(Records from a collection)
/---

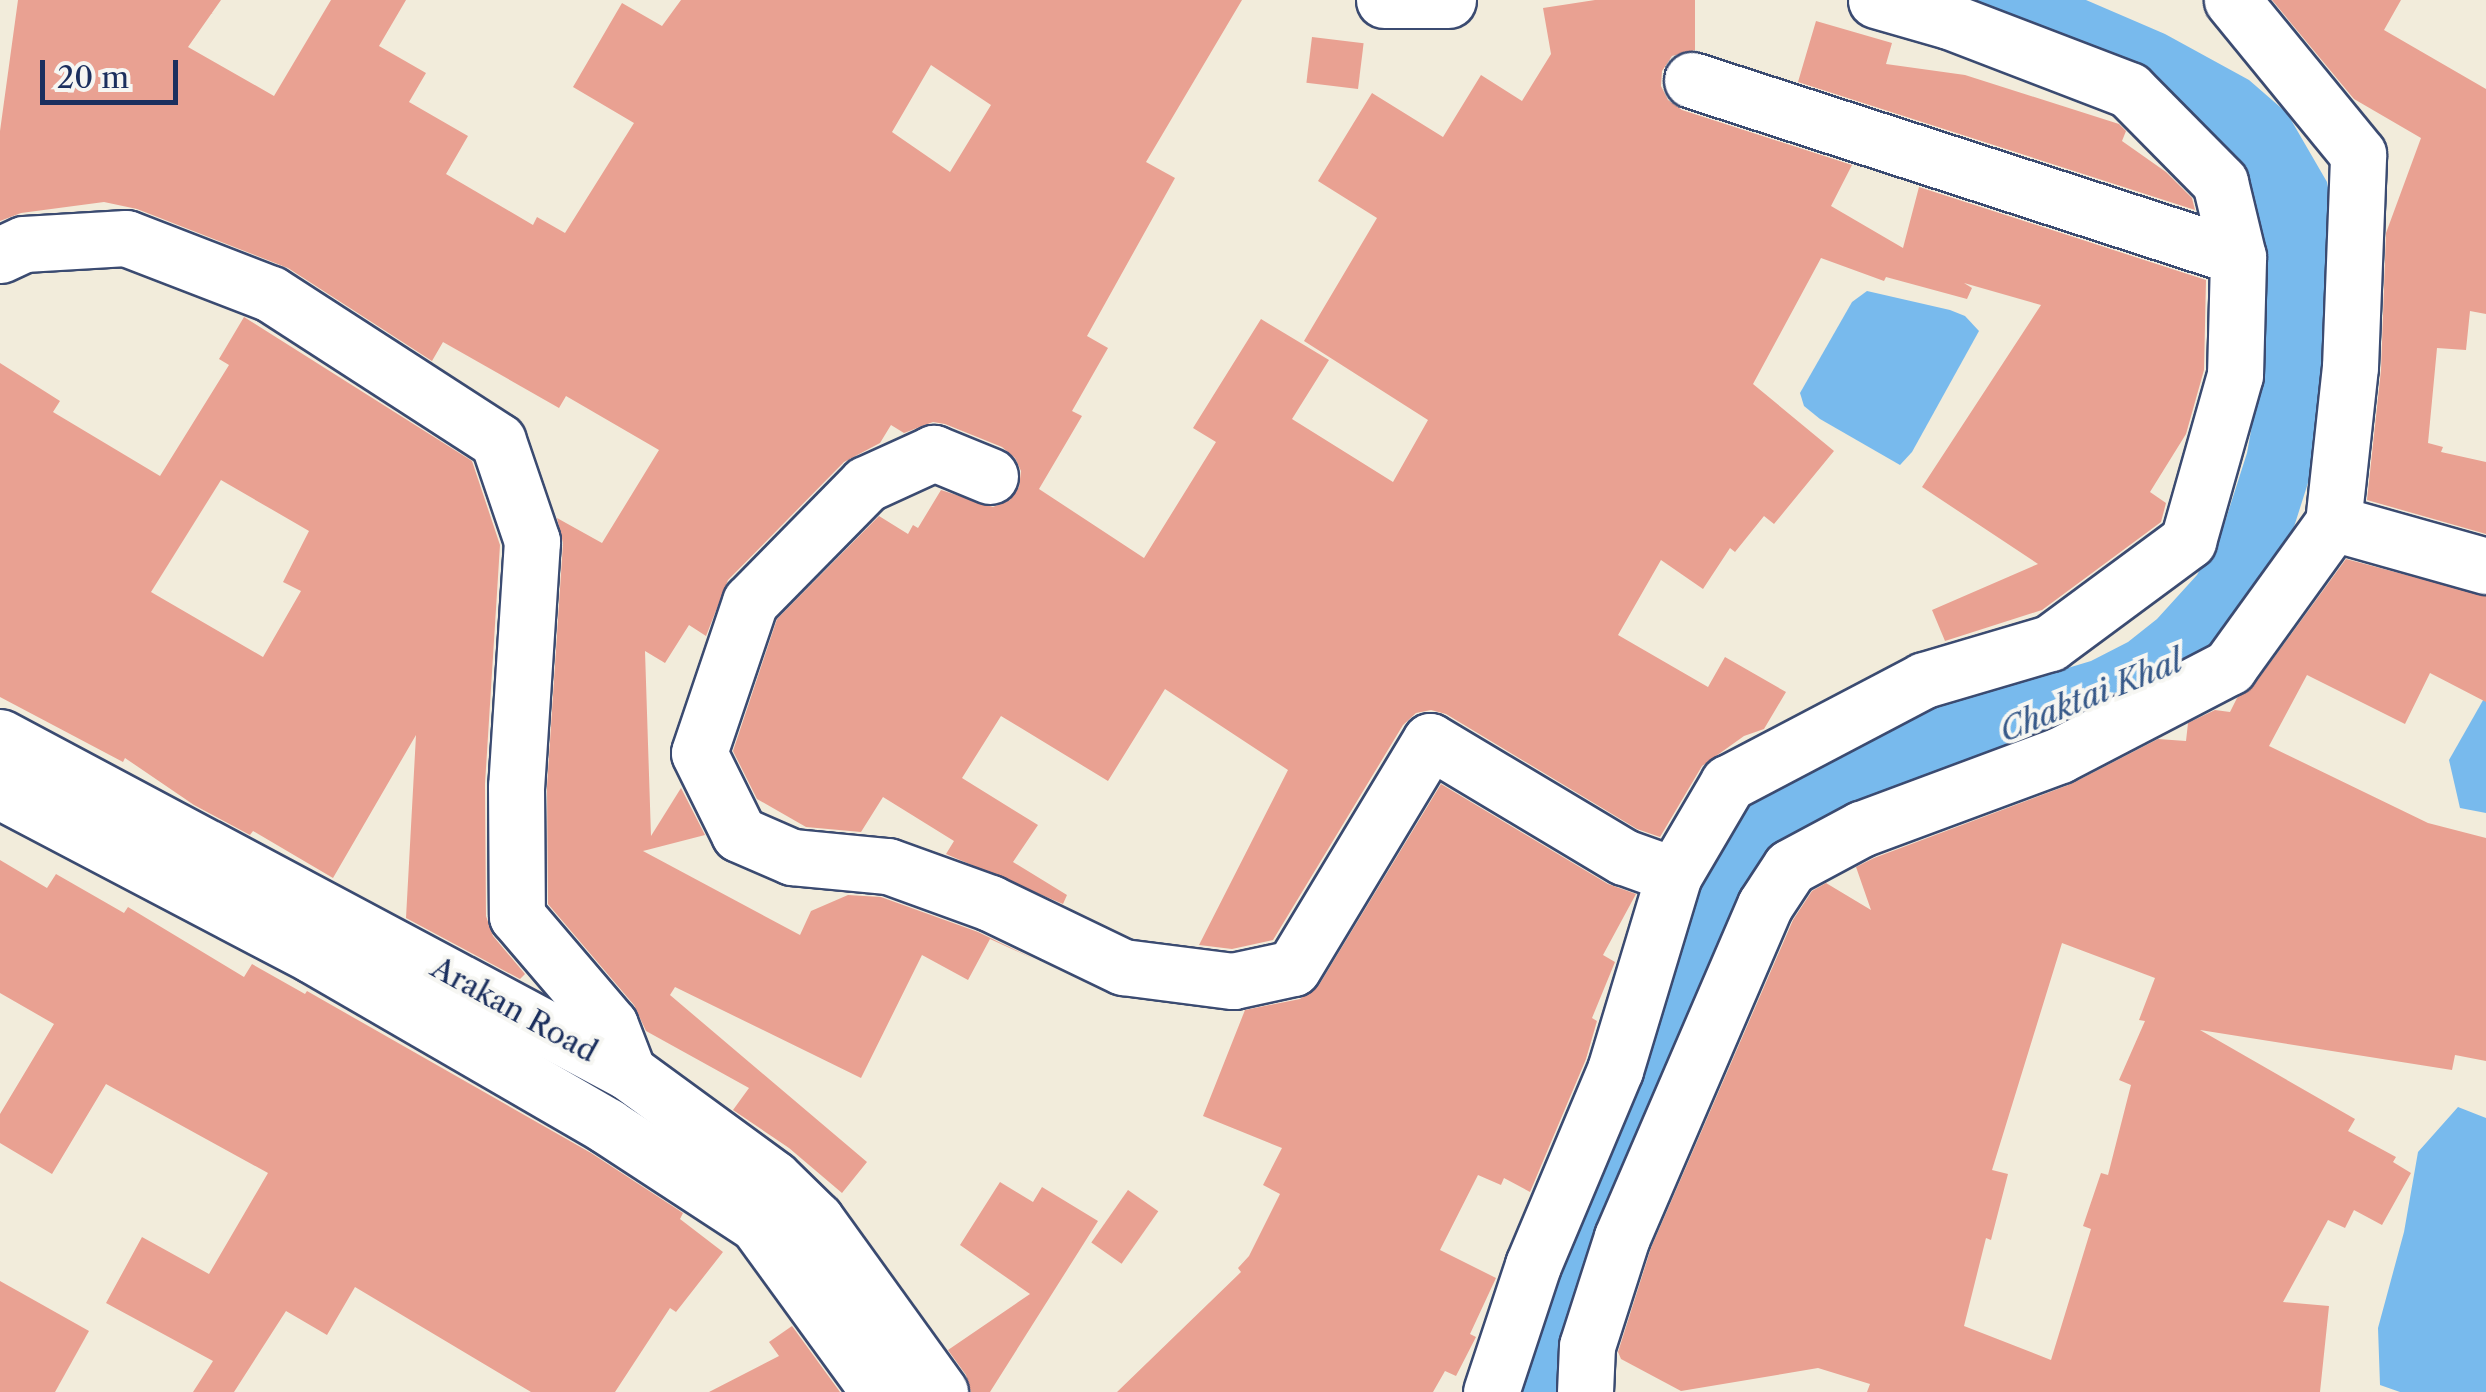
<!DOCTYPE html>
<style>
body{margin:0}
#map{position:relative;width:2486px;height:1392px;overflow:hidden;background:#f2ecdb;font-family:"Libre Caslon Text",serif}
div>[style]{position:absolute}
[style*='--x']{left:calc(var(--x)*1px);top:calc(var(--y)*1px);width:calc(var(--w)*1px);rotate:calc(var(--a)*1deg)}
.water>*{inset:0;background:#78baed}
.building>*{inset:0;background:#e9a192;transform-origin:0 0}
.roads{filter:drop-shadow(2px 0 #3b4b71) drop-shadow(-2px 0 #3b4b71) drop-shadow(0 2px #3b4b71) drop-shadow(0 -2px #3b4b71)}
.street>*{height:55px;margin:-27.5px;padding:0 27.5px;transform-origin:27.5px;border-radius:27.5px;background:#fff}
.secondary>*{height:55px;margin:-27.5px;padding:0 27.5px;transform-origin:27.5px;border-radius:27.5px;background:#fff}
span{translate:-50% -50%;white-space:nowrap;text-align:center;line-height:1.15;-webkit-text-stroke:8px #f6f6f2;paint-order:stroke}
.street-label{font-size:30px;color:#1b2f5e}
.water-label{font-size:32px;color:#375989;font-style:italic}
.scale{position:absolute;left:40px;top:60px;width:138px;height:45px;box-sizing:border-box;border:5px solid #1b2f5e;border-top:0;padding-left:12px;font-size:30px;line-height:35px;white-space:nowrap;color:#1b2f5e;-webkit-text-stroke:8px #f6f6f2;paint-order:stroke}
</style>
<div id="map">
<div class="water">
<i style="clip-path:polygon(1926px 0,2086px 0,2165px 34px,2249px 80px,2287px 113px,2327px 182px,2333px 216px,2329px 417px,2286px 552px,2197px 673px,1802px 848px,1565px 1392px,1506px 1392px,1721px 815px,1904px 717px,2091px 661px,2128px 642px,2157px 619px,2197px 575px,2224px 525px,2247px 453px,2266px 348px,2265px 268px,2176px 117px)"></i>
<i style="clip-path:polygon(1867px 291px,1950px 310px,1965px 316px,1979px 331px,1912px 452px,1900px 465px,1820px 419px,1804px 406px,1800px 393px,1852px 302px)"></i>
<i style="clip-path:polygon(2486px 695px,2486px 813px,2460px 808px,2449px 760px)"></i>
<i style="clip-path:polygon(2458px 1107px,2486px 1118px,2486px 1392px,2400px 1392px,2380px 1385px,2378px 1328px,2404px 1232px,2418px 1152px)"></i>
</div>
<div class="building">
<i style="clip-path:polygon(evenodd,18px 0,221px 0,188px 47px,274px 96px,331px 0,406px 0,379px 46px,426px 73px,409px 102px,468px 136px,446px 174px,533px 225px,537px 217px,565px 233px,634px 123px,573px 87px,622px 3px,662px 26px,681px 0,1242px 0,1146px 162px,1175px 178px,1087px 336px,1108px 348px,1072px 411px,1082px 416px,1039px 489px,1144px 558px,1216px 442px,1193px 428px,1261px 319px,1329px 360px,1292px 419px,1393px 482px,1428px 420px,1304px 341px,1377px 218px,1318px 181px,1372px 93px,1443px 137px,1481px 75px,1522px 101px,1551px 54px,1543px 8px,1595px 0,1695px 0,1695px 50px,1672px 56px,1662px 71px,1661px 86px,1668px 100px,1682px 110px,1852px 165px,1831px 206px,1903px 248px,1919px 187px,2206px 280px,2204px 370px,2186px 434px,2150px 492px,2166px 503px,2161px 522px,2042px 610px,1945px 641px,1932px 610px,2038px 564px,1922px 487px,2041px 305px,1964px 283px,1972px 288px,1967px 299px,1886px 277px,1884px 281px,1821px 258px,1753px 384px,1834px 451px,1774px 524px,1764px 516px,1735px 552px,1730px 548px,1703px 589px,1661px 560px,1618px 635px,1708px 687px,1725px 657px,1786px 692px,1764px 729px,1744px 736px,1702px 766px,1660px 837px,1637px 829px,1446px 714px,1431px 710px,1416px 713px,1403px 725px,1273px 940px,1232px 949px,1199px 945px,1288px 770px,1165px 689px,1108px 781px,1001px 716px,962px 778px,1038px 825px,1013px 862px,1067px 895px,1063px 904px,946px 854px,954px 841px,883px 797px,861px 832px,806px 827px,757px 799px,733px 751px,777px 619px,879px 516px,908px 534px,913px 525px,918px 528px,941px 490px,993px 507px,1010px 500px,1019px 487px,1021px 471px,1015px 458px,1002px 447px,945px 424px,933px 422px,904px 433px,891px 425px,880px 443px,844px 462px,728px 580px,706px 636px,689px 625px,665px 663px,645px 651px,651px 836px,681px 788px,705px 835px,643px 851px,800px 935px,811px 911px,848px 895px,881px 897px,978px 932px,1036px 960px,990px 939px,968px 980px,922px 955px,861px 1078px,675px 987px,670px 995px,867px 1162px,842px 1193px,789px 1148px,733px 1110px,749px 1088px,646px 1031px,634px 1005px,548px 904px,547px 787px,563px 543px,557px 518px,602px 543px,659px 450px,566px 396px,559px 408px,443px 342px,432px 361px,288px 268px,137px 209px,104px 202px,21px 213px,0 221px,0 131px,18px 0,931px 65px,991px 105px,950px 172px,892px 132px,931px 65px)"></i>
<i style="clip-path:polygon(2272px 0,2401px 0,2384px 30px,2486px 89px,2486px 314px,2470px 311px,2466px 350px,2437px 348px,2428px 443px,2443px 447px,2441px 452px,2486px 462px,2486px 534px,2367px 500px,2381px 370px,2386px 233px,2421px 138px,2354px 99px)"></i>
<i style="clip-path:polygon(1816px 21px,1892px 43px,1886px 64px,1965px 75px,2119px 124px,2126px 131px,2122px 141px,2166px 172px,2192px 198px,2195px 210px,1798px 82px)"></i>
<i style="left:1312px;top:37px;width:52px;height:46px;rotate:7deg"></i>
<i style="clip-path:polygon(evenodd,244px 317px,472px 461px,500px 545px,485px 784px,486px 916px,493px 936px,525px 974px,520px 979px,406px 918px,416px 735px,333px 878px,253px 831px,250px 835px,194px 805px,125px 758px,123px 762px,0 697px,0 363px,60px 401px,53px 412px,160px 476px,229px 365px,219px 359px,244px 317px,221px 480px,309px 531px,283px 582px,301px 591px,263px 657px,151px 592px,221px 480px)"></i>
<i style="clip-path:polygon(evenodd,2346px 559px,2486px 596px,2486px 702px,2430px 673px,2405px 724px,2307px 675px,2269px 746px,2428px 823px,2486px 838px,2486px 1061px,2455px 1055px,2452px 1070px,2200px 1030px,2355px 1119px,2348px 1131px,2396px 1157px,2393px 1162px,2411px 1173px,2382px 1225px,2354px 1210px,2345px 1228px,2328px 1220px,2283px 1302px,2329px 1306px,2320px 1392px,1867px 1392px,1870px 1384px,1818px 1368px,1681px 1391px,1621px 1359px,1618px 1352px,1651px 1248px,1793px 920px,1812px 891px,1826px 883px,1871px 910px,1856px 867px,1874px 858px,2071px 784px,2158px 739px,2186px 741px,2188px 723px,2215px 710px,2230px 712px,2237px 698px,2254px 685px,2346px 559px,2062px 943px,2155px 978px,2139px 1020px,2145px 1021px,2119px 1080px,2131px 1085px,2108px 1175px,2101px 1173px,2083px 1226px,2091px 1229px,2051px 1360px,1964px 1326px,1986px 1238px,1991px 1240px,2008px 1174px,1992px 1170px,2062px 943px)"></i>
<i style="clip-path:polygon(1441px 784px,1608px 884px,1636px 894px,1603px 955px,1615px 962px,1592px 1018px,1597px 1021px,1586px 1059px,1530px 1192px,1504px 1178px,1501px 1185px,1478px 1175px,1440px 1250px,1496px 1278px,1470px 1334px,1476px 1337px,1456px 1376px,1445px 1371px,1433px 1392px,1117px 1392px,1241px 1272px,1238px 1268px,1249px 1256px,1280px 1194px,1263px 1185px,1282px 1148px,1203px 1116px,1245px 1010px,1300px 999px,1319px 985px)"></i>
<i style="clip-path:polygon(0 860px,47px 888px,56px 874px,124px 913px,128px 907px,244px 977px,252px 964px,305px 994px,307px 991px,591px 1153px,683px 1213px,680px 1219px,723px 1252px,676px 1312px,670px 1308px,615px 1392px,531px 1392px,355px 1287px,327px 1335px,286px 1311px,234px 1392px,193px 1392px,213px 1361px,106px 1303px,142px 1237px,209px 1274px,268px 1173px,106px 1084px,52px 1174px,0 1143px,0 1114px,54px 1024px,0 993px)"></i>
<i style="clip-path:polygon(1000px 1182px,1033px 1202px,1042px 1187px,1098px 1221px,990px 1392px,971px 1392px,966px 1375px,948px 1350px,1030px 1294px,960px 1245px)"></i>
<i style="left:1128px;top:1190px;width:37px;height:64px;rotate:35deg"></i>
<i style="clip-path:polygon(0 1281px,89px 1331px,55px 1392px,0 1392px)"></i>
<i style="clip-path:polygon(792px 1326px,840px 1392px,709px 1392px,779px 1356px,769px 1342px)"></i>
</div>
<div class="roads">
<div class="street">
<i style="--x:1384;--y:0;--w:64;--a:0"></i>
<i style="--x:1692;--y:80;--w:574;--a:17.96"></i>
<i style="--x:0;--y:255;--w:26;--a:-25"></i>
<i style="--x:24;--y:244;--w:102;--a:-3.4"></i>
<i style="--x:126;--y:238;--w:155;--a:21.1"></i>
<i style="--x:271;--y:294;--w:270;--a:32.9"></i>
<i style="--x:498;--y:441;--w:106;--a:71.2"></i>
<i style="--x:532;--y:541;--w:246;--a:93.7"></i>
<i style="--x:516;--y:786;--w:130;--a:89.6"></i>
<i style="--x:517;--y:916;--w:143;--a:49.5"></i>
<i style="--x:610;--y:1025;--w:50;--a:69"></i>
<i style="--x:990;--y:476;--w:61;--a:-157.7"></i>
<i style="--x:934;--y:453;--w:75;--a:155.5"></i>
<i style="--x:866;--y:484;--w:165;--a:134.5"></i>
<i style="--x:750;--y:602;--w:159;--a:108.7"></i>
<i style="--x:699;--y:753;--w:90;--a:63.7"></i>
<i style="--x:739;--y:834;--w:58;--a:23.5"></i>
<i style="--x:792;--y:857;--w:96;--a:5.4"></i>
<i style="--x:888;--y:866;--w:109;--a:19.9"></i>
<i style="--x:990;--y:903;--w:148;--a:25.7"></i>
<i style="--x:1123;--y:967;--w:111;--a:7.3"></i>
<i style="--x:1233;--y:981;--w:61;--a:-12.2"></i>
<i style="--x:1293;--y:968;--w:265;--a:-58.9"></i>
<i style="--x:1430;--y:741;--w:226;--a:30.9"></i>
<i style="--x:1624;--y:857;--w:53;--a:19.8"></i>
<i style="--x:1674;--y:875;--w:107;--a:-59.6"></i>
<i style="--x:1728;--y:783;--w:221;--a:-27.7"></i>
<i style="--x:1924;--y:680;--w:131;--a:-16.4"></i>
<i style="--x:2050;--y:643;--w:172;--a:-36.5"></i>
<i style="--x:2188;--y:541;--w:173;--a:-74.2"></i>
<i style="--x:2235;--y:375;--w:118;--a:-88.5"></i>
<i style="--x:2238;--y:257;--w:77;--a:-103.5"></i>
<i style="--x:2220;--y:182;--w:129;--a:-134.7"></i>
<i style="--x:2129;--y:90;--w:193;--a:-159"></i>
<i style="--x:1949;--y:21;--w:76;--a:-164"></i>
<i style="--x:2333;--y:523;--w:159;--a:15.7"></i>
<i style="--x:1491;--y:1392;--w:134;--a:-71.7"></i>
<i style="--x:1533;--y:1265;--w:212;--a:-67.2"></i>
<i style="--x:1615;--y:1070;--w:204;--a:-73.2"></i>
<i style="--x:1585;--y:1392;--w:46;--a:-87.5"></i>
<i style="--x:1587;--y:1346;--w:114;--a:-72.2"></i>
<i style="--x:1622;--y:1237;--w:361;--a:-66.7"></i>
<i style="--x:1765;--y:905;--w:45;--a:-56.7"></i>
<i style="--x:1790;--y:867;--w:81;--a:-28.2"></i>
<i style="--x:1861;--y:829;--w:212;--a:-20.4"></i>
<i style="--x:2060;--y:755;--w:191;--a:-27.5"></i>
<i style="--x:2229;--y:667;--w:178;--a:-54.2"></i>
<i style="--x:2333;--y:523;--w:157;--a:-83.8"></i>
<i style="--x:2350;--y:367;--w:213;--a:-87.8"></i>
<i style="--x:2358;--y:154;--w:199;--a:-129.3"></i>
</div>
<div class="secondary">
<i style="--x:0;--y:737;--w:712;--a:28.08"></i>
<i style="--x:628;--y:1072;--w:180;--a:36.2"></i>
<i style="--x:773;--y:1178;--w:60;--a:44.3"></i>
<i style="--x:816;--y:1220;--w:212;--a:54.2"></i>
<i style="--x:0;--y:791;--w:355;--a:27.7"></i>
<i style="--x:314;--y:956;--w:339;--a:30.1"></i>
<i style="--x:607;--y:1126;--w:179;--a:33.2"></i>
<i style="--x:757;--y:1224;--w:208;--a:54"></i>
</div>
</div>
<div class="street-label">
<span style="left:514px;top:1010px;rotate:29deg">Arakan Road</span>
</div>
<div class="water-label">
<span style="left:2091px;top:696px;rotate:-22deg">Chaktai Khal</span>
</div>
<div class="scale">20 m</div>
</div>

\---

Exercise goal
After dropping the pictures, reproduce exactly the lines from the first line of the entries through the line containing "0 #3b4b71) drop-shadow(-2px", both included.

Exercise response
<!DOCTYPE html>
<style>
body{margin:0}
#map{position:relative;width:2486px;height:1392px;overflow:hidden;background:#f2ecdb;font-family:"Libre Caslon Text",serif}
div>[style]{position:absolute}
[style*='--x']{left:calc(var(--x)*1px);top:calc(var(--y)*1px);width:calc(var(--w)*1px);rotate:calc(var(--a)*1deg)}
.water>*{inset:0;background:#78baed}
.building>*{inset:0;background:#e9a192;transform-origin:0 0}
.roads{filter:drop-shadow(2px 0 #3b4b71) drop-shadow(-2px 0 #3b4b71) drop-shadow(0 2px #3b4b71) drop-shadow(0 -2px #3b4b71)}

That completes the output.